When the reading van came to school (remember the reading van?) I was one of the first in line.  I bopped in, passed the third grade section, and started browsing in the back, where the older kids were.  One book caught my eye — “Light A Single Candle” by Beverly Butler.  I was intrigued and took it to the check out, only to be stymied by the Sister who was running the cash register. She ordered me to put it back.

When I told my mother that night, she promptly wrote a note requesting I be given free rein not only of the book van, but of the library as well.  I clutched that note like a magical talisman when I approached the check out the next day, same book in hand.

“Well,” said Sister A, scratching her head and looking at the back cover.  “I suppose there’s no sex in it, right?”

I wasn’t exactly sure what sex was, but I know it couldn’t be good. I vigorously shook my head, and the prize was mine.

I remember that moment so clearly, because it was such a pivotal point in my life. Light A Single Candle didn’t have the sex scenes Sister A was worried about, but it did have a lot of teenage angst and maybe a little kissing. It was my first foray into ‘adult reading’ and it opened a whole new world.  (The nuns — who were fabulous English teachers — eventually came round. By fifth grade I was loaning my copy of The Thornbirds to them.)

Of all the gifts my parents gave me, the encouragement to read and the freedom to read what I wanted are two of the greatest. Aside from one embarrassing incident when my mother called me out to show a friend what I was reading (unfortunately, I think I was eleven and it happened to be Forever by Judy Blume) she never questioned my judgement or took a book away from me.

And now, of course, history has repeated itself.  It started a few months ago when my daughter picked up a book from a bargain bin.  I recognized the author’s name, but hadn’t read any of her work, and the cover looked innocuous enough — slightly paranormal, in a pretty fairy type of way. She asked if she could get it, and I reminded her of our deal — I get to read anything she does first.

I kept meaning to read the book, but things kept coming up, and then it wasn’t where I’d put it. I dug it out from my daughter’s room, took it to mine, and read a chapter.

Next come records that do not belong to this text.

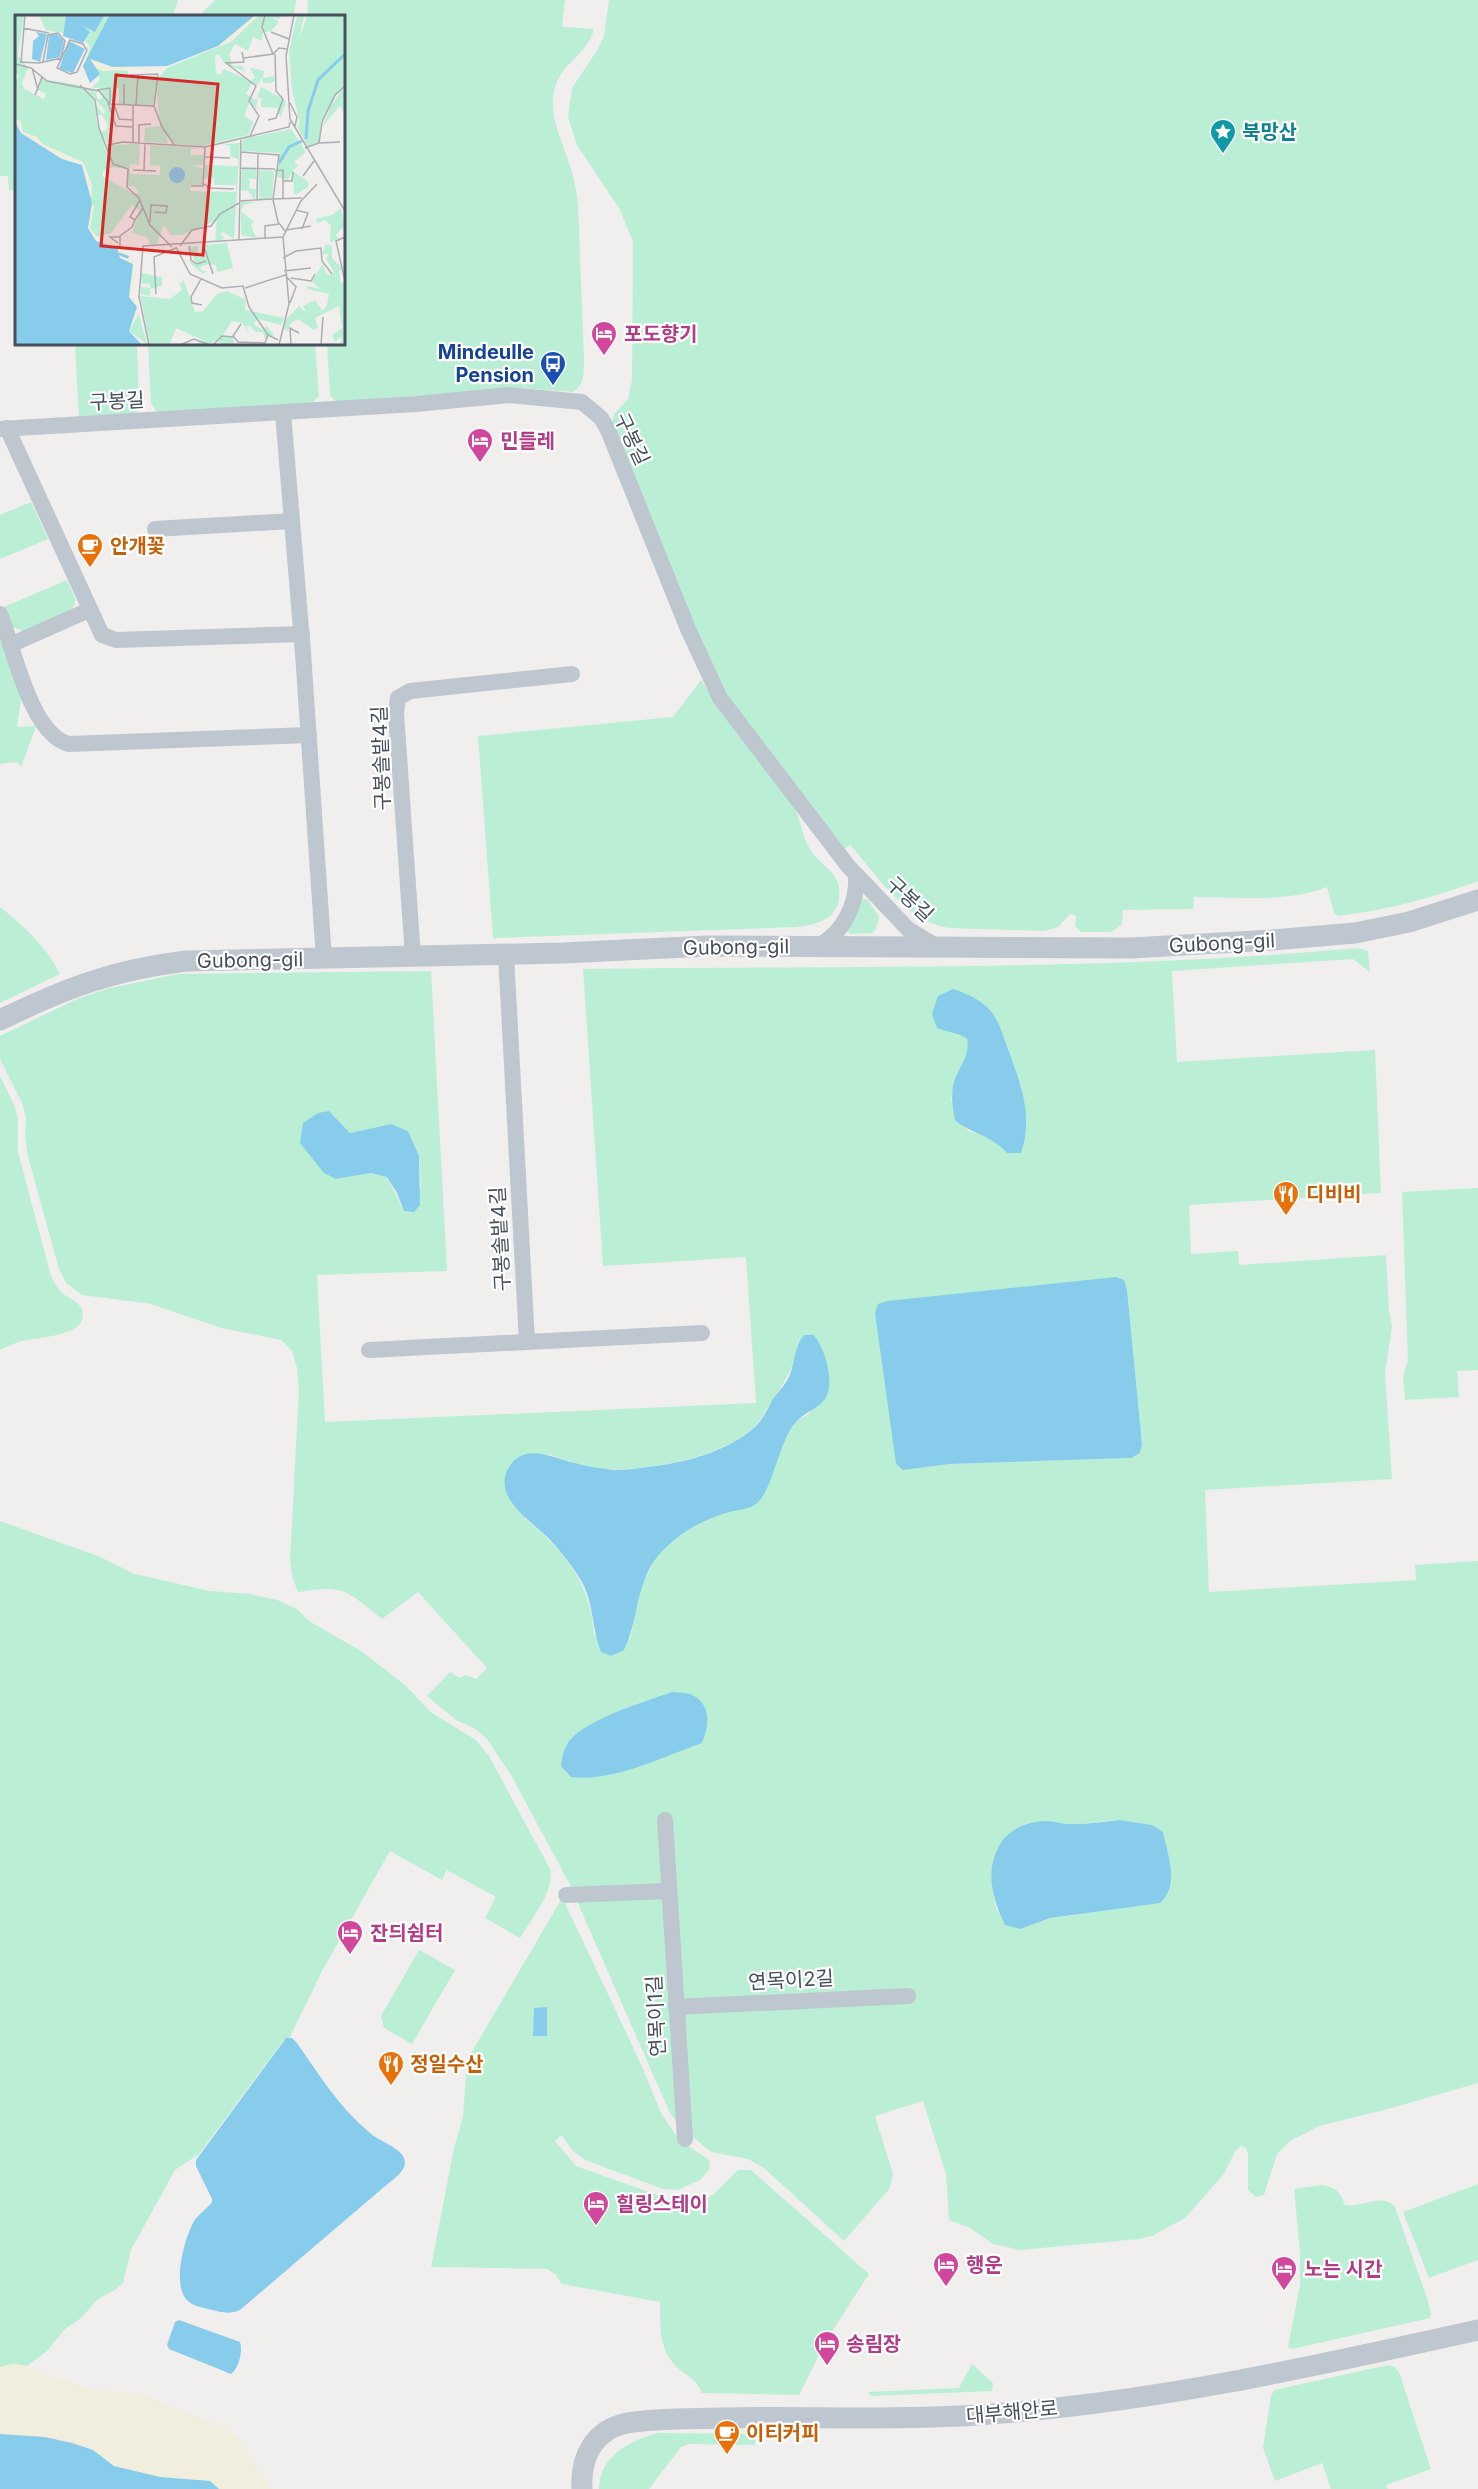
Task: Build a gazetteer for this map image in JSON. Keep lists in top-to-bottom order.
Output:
{
  "streets": {
    "street": [
      "구봉길",
      "구봉솔밭4길",
      "Gubong-gil",
      "연목이2길",
      "연목이1길",
      "대부해안로"
    ]
  },
  "crossings": [
    ["구봉길", "Gubong-gil"],
    ["구봉솔밭4길", "Gubong-gil"],
    ["연목이2길", "연목이1길"]
  ],
  "places": {
    "place": ["북망산"],
    "hotel": [
      "포도향기",
      "민들레",
      "잔듸쉼터",
      "힐링스테이",
      "행운",
      "노는 시간",
      "송림장"
    ],
    "bus stop": ["Mindeulle Pension"],
    "cafe": ["안개꽃", "이티커피"],
    "restaurant": ["디비비", "정일수산"]
  }
}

The next day, it was gone.  I took it back, read another, and realized the story made me uncomfortable when I thought about my daughter reading it. I put it in the pile for donations.  The next day it disappeared, only to mysteriously crop up by the family room couch.

We went on like this for a few days — me subtly taking the book away, her just as subtly reclaiming it.  I hated to come right out and forbid it, but I wasn’t all that thrilled with her reading it, either.  And then she picked up another book of mine — an autobiography I’d gotten from the library — and asked if she could read that.  I said yes, relieved. An autobiography!  On an educational topic!  Score!

But looking over her shoulder that night, I saw a swear — the swear, actually — on the page.  I asked her if she thought the book was really appropriate for her after all, and she pointed out that she’s heard that same word at school, seen it scratched into bathroom stalls.

“Have you ever heard me say it?” she asked. And I had to admit, I hadn’t. So we struck a new deal, one that she likes much better and that gives my mother payback for the angst I must have caused her. Em can read what she wants.

I’m strict about what my kids watch for movies and TV.  To me, the violent visual images, the sitcoms with the rude preteens, are rigid, in the sense that there’s no involvement from the watcher’s end.  What you see is exactly what’s there.

But books are different. When you read, you bring yourself, your experiences, your curiosity about a subject, to the page. Or, as Madeleine L’Engle has been quoted as saying, readers must be creators.  “The author and the reader “know” each other; they meet on the bridge of words.”

I’ve certainly read books where passages have gone over my head, nuances have been missed, because I didn’t have the life experience to comprehend them. Reading The Sun Also Rises at fifteen is a much different experience than at twenty-five, than again at forty-three. But not understanding the nature of Jake’s injury as a teenager didn’t stop me from loving the story.

Over the years, books have brought me pleasure and knowledge. I brought to each story what I could understand and took from it what I could handle. My hope is that my daughter will do the same. For the both of us, it’s the start of a wild ride.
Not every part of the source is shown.